* What this task involves *
Copy out each line of the listing below that contains the word "heading".

* Records to process *
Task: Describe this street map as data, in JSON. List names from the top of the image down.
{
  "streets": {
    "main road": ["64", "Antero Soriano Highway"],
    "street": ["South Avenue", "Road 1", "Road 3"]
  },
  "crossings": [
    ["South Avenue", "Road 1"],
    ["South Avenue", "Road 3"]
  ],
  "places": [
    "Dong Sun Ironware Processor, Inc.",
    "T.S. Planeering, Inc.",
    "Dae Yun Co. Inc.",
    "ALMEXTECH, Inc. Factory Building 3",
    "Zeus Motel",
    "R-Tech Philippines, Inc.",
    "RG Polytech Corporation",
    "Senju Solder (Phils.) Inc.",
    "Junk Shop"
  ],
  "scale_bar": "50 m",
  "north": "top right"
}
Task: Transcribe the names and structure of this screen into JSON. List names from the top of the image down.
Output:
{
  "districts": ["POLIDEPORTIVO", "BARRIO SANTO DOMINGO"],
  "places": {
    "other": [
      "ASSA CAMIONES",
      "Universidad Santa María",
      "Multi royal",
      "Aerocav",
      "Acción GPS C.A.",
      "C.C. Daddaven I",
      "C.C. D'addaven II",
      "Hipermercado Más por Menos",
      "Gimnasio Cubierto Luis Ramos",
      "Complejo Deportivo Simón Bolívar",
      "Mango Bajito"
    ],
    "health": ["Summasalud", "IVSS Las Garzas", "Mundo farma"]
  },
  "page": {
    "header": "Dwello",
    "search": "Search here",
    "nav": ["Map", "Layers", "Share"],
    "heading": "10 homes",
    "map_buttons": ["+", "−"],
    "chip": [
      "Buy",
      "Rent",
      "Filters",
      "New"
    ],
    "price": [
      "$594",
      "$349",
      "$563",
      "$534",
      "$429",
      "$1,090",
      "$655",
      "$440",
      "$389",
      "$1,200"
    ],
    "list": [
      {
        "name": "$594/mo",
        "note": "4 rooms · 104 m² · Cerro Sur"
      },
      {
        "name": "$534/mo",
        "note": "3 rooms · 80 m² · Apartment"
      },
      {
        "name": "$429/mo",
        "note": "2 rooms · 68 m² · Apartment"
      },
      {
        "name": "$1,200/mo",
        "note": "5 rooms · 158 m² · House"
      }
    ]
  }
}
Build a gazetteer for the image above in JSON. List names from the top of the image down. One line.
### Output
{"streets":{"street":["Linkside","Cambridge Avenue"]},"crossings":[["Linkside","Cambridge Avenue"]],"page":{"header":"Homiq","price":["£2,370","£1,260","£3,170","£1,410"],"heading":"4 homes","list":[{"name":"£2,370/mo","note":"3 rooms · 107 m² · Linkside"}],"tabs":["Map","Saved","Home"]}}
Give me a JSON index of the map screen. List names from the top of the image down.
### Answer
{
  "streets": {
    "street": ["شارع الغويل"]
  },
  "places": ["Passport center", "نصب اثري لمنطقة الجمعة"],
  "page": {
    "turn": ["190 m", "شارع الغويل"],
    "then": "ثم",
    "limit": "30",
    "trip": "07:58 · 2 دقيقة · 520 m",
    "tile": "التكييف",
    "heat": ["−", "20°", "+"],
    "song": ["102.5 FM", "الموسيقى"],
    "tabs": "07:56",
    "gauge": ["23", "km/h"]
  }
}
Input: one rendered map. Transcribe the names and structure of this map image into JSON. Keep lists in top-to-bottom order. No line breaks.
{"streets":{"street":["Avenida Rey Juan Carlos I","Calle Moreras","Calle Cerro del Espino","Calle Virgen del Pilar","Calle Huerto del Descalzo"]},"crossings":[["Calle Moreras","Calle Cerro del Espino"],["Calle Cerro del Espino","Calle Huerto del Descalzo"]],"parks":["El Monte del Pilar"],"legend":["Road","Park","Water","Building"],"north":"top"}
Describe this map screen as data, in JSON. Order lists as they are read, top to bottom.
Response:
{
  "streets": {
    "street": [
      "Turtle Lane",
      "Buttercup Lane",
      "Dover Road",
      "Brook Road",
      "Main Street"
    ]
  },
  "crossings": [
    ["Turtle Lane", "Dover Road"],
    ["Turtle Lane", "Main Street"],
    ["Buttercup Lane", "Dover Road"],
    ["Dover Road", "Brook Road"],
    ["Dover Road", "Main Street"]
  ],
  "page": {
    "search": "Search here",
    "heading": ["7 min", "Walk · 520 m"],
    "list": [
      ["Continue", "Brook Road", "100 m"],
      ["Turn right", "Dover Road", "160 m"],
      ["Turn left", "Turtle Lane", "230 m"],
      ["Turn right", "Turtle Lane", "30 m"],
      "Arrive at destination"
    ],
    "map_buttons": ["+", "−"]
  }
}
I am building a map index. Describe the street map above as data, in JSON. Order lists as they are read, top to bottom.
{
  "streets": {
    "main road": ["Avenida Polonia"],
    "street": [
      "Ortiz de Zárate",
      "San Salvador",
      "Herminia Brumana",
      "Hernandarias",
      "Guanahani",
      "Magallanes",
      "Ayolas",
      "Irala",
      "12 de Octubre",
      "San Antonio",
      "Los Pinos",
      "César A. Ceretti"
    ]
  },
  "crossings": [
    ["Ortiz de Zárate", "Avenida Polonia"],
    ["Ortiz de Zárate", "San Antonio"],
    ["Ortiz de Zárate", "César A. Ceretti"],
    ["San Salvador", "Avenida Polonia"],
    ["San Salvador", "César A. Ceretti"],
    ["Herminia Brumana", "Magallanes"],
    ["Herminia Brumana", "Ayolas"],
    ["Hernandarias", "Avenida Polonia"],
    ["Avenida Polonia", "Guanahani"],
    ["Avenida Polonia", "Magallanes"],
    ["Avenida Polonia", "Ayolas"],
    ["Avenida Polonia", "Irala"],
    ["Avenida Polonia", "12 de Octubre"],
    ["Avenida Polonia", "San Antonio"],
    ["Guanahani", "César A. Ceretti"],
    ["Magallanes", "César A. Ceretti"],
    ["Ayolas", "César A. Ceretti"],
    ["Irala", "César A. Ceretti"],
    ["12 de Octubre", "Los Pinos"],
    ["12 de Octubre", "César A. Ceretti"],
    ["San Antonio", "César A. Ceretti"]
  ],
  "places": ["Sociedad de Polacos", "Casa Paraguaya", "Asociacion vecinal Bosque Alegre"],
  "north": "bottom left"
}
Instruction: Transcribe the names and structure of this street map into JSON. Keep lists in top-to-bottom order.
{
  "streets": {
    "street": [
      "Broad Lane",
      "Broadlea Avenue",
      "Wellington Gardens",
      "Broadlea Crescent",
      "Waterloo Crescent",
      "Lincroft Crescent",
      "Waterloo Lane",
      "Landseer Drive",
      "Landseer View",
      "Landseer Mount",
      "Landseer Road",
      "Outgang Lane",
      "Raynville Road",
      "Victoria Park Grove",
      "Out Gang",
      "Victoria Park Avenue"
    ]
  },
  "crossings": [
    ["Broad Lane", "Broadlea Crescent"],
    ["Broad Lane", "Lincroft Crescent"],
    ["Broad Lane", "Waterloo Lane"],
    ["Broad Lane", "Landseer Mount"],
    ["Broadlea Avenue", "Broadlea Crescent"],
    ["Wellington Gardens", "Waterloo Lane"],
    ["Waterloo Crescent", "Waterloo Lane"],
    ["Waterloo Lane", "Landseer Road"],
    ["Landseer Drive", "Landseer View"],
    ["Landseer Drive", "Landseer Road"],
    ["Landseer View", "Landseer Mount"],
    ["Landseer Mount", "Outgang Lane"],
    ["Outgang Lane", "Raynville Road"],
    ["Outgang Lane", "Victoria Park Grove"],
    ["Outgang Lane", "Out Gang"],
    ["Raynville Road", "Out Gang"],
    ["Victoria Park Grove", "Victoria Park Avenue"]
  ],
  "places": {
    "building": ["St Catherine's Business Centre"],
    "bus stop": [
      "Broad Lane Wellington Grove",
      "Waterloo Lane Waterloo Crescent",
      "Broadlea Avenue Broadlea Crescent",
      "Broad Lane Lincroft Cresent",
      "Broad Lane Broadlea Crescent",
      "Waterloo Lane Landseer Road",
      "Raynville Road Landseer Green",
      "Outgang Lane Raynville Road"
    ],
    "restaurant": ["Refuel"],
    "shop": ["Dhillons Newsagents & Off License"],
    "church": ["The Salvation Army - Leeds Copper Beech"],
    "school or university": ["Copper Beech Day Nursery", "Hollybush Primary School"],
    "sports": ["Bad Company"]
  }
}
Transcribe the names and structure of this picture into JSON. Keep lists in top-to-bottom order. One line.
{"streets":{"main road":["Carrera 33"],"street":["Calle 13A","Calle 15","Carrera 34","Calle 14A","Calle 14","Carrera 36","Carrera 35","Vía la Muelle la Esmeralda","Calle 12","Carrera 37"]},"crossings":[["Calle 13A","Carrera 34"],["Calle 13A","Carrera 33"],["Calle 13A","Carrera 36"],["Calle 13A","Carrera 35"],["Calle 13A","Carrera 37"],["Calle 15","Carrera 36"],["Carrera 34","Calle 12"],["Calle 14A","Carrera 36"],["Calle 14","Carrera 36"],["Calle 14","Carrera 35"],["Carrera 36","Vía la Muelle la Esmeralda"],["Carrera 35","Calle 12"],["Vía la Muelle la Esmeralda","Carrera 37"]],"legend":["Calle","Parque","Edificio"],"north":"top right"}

* Written response *
    "heading": "10 homes",
{"streets":{"street":["Linkside","Cambridge Avenue"]},"crossings":[["Linkside","Cambridge Avenue"]],"page":{"header":"Homiq","price":["£2,370","£1,260","£3,170","£1,410"],"heading":"4 homes","list":[{"name":"£2,370/mo","note":"3 rooms · 107 m² · Linkside"}],"tabs":["Map","Saved","Home"]}}
    "heading": ["7 min", "Walk · 520 m"],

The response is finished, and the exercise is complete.